Finding the Perfect Strategic Partner for an FDA Approved Drug

Author
George Whaley, Jessica Brown
Region
North America
Topic
Strategy & General Management
Marketing & Sales
Length
4 pages
Keywords
strategic management
entrepreneurship
product marketing
biotechnology management
Student Price
$4.00
Target Audience
Graduate Students
Undergraduate Students
Executive Education

MannKind Corporation is a small biotechnology firm faced with a critical decision to find a partner to market its first product. The Food and Drug Administration (FDA) approved the firm’s inhalable dry powder insulin (Afrezza) in June 2014 that has the potential to help millions of diabetics worldwide.
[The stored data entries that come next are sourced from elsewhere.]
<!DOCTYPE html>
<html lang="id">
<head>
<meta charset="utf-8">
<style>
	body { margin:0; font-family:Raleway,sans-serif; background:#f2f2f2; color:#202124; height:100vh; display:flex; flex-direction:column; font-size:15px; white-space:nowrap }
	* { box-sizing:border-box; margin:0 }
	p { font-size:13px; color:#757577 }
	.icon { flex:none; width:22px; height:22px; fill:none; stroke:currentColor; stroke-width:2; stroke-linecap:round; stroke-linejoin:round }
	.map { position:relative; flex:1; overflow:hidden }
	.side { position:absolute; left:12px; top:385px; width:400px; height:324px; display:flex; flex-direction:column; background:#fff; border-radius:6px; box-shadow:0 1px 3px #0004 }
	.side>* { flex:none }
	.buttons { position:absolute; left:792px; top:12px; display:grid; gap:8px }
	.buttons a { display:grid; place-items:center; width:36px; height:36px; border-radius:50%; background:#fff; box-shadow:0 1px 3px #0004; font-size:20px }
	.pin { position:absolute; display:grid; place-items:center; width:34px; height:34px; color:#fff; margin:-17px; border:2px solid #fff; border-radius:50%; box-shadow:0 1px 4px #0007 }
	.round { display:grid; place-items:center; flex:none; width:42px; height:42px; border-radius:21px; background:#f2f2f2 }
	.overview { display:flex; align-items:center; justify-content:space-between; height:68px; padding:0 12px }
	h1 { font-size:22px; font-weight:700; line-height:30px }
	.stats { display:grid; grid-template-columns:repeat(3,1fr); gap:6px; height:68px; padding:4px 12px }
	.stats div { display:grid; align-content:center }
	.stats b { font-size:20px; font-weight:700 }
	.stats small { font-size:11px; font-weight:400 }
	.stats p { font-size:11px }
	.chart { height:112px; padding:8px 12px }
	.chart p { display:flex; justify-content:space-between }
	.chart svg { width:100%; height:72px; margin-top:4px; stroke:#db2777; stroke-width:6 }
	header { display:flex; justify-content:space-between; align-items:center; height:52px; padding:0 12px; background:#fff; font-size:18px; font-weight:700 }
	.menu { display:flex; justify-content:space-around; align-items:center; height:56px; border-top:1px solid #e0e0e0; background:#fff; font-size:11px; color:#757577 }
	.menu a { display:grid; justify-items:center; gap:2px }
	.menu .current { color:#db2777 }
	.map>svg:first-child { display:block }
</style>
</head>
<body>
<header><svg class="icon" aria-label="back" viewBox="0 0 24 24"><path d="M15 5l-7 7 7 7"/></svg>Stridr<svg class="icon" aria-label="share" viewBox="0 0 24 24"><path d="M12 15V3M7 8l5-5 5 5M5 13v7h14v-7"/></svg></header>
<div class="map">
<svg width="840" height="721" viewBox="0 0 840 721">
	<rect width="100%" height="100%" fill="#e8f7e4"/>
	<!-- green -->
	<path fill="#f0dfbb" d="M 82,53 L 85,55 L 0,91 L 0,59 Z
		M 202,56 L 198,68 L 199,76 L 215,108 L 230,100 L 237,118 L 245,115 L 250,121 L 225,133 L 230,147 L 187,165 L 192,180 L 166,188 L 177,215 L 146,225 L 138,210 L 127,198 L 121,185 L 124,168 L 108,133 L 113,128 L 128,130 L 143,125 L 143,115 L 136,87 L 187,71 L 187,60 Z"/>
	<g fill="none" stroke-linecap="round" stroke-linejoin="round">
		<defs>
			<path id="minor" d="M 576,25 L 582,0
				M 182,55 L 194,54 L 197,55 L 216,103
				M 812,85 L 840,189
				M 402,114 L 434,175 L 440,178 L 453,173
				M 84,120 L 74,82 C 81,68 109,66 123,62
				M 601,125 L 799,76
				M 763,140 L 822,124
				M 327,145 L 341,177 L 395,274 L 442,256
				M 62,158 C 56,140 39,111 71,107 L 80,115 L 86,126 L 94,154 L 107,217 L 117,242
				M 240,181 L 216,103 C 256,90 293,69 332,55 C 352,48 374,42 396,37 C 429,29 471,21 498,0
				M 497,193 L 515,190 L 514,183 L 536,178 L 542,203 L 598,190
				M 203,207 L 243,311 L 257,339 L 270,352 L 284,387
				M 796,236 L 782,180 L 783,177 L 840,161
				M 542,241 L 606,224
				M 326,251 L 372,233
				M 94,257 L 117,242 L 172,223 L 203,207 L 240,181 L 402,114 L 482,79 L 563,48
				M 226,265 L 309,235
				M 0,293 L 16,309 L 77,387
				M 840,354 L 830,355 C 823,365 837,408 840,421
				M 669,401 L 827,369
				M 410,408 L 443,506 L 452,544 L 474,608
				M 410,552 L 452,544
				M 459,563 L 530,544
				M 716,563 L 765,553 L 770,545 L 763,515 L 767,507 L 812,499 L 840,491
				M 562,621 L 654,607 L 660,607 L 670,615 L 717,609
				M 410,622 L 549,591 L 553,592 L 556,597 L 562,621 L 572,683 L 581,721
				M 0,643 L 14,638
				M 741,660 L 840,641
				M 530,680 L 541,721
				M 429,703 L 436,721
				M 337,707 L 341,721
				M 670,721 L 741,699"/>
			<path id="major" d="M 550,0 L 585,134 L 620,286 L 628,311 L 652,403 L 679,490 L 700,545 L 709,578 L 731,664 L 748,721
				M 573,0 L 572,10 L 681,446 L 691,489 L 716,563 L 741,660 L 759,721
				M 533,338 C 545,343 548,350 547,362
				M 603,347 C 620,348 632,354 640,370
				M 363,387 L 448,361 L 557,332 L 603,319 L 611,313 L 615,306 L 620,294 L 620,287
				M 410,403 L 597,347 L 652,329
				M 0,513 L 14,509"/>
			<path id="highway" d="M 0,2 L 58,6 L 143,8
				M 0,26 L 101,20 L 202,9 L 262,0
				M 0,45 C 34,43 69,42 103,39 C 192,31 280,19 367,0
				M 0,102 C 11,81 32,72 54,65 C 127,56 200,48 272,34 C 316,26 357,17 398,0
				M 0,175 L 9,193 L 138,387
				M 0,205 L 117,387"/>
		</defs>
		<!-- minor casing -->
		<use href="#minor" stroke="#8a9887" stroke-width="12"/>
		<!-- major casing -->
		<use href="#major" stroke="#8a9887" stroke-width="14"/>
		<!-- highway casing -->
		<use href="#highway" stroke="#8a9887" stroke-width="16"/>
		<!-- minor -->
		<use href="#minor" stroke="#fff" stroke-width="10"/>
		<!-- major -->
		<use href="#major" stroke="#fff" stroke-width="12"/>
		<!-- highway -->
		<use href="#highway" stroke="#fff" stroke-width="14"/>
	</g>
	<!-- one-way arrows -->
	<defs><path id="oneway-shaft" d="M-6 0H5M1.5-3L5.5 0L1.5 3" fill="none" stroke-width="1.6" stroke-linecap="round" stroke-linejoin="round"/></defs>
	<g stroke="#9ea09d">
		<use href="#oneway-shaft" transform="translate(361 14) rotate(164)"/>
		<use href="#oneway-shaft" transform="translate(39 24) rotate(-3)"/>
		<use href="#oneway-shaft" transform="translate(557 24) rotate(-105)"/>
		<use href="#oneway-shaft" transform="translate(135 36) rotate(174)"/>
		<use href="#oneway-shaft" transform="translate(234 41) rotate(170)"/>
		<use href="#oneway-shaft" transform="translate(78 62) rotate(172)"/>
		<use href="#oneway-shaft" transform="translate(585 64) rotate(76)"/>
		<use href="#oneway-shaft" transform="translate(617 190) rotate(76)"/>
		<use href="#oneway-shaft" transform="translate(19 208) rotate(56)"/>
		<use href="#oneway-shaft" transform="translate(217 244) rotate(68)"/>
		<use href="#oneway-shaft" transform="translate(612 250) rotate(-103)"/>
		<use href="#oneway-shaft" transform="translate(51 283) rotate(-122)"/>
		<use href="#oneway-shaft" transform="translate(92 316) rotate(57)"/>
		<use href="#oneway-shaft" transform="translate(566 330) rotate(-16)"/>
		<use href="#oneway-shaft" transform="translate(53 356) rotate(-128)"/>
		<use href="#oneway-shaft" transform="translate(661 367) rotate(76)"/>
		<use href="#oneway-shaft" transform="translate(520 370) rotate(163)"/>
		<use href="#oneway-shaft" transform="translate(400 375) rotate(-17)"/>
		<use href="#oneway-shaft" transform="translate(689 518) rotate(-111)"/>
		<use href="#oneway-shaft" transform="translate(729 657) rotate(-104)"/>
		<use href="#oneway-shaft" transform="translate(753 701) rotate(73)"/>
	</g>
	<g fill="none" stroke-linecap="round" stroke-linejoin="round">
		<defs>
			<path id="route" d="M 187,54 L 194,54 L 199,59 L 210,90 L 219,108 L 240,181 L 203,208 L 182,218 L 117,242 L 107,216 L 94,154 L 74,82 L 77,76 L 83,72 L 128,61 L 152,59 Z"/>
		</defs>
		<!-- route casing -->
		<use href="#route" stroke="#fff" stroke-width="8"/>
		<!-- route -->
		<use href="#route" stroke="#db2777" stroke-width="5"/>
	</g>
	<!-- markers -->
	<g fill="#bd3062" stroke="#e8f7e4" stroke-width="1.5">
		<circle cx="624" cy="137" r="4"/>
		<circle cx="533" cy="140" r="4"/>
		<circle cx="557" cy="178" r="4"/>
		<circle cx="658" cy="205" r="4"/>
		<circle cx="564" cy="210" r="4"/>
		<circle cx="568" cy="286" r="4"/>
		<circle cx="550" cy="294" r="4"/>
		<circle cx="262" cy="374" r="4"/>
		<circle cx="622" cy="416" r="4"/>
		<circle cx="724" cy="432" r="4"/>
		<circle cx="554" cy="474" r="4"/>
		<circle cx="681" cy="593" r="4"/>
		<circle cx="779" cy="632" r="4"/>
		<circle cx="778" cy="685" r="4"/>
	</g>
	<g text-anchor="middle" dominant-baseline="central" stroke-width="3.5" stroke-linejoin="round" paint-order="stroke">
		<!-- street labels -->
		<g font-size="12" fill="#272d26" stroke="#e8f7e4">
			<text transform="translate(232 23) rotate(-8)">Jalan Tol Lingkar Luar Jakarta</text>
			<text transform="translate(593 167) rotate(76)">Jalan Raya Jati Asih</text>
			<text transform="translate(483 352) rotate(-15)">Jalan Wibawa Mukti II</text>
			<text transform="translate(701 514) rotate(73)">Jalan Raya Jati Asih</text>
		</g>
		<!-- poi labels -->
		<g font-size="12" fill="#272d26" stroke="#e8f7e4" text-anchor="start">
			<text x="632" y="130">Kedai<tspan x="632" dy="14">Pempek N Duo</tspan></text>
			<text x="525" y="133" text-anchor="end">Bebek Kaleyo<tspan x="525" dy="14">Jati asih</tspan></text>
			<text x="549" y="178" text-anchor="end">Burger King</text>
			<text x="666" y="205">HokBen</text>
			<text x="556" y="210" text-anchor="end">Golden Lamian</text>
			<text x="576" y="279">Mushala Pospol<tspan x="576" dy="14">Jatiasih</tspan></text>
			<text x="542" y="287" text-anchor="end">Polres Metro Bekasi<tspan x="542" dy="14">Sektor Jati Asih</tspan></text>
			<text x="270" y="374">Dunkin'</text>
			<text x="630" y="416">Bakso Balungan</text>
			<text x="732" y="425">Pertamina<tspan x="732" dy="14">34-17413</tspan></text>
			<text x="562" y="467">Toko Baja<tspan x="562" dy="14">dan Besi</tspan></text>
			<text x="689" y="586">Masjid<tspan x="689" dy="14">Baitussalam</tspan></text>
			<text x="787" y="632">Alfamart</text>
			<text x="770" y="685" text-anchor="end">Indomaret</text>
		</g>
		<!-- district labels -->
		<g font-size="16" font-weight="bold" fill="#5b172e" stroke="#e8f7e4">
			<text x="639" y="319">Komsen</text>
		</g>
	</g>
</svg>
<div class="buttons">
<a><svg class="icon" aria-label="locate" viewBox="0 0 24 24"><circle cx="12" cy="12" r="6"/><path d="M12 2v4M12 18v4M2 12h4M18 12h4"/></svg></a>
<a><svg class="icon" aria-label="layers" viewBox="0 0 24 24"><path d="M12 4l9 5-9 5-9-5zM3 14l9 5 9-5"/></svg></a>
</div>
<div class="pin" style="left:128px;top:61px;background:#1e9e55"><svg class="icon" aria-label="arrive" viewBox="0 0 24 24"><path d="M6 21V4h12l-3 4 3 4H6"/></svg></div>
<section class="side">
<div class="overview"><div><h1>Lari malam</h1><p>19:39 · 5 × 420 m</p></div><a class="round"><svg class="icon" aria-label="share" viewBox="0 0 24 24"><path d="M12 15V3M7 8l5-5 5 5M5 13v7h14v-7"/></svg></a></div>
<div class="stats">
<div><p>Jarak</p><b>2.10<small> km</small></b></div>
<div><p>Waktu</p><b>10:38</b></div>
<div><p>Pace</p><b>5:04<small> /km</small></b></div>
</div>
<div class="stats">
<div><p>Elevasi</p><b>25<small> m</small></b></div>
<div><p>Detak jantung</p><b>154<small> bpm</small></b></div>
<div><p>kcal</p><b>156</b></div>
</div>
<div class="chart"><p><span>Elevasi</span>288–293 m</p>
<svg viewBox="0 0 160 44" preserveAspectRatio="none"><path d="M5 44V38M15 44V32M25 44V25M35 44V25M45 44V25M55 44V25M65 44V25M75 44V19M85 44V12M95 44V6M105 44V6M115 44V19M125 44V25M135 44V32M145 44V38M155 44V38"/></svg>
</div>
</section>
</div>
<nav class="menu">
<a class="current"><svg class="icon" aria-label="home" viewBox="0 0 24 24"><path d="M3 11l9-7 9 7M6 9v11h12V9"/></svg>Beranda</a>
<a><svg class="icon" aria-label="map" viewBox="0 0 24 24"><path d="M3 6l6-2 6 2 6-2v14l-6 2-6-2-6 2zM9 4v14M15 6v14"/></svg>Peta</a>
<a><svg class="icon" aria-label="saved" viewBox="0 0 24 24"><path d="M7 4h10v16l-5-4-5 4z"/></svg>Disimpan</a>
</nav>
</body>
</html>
MannKind burned cash at a high rate to develop Afrezza; hence, it is not yet profitable and other products in their pipeline are years away from FDA approval. Top management decided to review a short list of stable pharmaceutical firms to select the best strategic partner. Based on the experience of other firms and their own experiences, MannKind management knew money and marketing acumen were not the only items needed to make the partnership successful. The incident (CI) ends with top management mulling over an appropriate decision process and tools to select the best strategic business partner to market Afrezza.

Learning Outcomes
  1. Identify factors involved in selecting appropriate pharmaceutical business partners to commercialize FDA approved biotechnology products.
  2. Apply decision support system models to analyze critical success factors for strategic alliances between biotechnology and pharmaceutical firms.
  3. Defend decision-making models that are appropriate for selecting the best pharmaceutical strategic business partner to commercialize FDA approved biotechnology products.